Painting as Movement — The Body, the Hand, and the Picture Plane
- peter corr
- Aug 29, 2022
- 2 min read
Updated: May 31
A painting captures the movement of the artist's hand as it travels across the canvas — constantly in motion, applying and removing pigment, shapes, and marks. The eye traces this movement, pausing momentarily before continuing its journey across the picture plane. It is impossible to perceive a painting in its entirety at once. Perception ensures that we continually construct and reconstruct the image in the mind, much like a scanner that resists straight lines and uniformity.
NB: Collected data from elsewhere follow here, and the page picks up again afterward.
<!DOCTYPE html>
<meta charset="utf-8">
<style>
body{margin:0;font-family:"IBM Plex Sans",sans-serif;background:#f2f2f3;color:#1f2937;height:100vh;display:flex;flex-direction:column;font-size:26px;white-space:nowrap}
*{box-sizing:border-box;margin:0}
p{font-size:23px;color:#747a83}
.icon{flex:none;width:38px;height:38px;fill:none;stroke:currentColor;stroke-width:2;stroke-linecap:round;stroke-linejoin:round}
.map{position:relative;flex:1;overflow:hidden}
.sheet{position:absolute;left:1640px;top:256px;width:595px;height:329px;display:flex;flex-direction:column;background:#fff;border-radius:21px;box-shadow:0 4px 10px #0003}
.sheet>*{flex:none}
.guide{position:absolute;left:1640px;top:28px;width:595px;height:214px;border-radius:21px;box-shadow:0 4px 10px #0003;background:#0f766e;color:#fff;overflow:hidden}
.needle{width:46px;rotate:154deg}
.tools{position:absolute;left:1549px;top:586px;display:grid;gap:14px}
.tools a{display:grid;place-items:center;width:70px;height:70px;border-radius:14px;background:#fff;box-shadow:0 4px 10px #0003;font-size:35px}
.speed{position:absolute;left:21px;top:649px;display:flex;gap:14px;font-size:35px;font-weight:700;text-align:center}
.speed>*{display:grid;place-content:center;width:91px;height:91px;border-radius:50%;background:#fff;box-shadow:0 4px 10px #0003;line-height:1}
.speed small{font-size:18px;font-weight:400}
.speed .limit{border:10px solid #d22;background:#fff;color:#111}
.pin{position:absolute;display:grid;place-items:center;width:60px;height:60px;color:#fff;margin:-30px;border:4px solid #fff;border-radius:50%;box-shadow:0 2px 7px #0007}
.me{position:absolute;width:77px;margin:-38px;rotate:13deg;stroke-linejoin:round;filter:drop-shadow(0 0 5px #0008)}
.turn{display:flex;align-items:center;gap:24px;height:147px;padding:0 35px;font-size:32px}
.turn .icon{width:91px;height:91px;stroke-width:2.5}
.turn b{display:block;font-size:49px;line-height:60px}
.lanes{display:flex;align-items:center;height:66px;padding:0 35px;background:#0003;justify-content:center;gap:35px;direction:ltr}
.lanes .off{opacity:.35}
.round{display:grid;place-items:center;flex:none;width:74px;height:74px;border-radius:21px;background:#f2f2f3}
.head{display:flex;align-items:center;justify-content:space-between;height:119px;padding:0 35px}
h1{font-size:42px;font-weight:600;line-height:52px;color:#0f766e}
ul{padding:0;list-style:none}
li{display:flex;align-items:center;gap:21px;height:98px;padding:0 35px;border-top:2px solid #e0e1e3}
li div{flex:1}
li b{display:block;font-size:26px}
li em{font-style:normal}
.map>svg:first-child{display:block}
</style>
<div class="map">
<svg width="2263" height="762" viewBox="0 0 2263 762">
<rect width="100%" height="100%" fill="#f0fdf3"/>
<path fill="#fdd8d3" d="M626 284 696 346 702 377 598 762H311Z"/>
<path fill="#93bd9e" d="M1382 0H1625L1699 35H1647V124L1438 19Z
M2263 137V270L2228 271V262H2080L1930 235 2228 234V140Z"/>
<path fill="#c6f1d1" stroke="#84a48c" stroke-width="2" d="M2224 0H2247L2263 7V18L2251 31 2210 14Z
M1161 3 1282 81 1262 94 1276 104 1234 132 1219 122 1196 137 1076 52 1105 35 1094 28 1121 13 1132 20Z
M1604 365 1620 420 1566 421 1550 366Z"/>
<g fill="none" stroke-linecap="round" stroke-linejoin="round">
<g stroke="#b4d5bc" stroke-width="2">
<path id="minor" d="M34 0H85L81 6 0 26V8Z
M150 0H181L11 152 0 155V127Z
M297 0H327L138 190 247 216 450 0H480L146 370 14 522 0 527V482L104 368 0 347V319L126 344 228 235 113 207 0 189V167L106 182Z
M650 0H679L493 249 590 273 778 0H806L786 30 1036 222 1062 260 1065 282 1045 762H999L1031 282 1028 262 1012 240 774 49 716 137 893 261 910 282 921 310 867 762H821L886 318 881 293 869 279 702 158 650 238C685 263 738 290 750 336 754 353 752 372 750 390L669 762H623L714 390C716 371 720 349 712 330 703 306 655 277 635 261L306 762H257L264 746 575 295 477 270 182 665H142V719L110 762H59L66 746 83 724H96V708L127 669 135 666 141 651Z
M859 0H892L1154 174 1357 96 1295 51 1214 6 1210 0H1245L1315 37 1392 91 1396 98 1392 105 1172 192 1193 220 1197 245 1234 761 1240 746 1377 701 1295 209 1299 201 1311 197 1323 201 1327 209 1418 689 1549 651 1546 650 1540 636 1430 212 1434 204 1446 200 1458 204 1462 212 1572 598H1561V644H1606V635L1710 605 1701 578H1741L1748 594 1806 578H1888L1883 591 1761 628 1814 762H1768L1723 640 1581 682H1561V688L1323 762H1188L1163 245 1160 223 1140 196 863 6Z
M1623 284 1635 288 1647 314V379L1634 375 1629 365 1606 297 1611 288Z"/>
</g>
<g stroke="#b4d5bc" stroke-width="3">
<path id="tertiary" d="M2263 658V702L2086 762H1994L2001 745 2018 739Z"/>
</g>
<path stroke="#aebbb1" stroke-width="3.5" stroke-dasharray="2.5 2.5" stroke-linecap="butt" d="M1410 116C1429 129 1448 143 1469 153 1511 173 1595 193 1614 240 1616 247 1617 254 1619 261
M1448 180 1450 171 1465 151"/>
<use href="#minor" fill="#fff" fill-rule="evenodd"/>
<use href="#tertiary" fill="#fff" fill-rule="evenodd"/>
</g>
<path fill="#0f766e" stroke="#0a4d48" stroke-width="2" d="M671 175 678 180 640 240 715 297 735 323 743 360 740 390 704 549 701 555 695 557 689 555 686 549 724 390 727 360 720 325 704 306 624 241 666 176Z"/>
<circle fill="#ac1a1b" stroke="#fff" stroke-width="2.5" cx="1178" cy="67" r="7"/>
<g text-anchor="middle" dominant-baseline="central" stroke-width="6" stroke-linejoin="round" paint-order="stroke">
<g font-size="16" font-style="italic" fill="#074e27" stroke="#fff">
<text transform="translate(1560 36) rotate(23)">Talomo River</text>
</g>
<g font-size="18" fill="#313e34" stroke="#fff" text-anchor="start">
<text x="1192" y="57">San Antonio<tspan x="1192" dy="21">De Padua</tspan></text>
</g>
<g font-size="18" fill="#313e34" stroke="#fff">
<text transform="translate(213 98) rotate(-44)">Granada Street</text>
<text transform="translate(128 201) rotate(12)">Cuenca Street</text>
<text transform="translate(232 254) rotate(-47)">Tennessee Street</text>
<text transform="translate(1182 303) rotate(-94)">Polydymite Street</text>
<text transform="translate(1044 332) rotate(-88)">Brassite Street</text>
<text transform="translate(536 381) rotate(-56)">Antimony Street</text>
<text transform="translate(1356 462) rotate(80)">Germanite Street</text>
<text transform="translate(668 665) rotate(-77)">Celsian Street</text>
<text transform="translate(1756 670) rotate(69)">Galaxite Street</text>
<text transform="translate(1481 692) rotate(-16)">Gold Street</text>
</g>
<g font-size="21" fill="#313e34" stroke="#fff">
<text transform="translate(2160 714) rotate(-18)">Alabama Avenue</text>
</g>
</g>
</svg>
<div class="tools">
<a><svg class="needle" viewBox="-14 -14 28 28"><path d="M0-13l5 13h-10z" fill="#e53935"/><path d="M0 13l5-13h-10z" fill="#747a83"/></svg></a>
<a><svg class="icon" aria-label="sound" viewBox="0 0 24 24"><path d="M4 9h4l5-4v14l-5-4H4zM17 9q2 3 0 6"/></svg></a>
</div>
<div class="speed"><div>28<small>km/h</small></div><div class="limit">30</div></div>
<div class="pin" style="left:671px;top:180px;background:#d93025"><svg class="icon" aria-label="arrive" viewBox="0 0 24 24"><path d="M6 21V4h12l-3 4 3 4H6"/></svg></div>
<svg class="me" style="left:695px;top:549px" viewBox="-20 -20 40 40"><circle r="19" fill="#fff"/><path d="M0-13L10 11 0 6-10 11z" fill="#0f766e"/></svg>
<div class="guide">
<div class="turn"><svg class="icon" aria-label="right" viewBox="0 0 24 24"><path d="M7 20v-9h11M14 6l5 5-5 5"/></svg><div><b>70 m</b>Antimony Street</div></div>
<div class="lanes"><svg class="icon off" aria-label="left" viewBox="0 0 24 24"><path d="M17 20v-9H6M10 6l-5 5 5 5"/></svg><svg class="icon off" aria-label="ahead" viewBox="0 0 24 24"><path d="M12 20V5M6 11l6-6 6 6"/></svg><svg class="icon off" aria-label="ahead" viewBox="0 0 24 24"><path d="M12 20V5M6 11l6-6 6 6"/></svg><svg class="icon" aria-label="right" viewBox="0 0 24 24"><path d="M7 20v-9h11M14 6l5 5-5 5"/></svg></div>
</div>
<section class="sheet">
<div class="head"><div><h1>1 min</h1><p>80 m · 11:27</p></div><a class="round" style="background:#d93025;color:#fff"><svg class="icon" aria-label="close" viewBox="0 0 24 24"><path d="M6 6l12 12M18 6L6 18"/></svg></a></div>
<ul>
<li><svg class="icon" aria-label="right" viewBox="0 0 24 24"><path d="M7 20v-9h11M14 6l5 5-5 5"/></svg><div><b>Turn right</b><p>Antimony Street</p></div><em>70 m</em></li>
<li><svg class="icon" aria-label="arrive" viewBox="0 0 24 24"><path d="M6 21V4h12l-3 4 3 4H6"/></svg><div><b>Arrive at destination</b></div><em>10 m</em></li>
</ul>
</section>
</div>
To describe painting as a form of dance is closer to the truth than it might first appear — a dance focused on the movements of the wrist, hand, and arm, with occasional steps back to assess the whole.


Paul Klee and the Inner World
Paul Klee recognised that the reality we have been conditioned to accept is, in many respects, a fiction. We navigate our lives like sleepwalkers, acting as though we understand what life should be and how it should be lived. We are instructed on how to see, think, know, and comprehend — yet our understanding remains partial and provisional. Klee's paintings resonate with the inner world of the spirit and the transcendent realm of the heart and mind. For him, the physical act of painting is essential: it serves as a reminder of our material bodies, our mortality, and our dual nature as both observers and the observed.

The Symbolism of Trees and Forests
The symbolism associated with trees is ancient and far-reaching — encompassing themes of enlightenment, wisdom, protection, and guidance. Forests amplify this power. They tower over us and endure for generations, serving as silent witnesses to events long past. The forest floor is alive with constant activity: decomposing matter, fostering new growth, sustaining cycles of renewal — all without seeking recognition or reward.
In my own work, the forest recurs not as a subject to be described but as a presence to be inhabited. It is a threshold — a space in which the familiar becomes strange, and in which the act of looking becomes something closer to listening.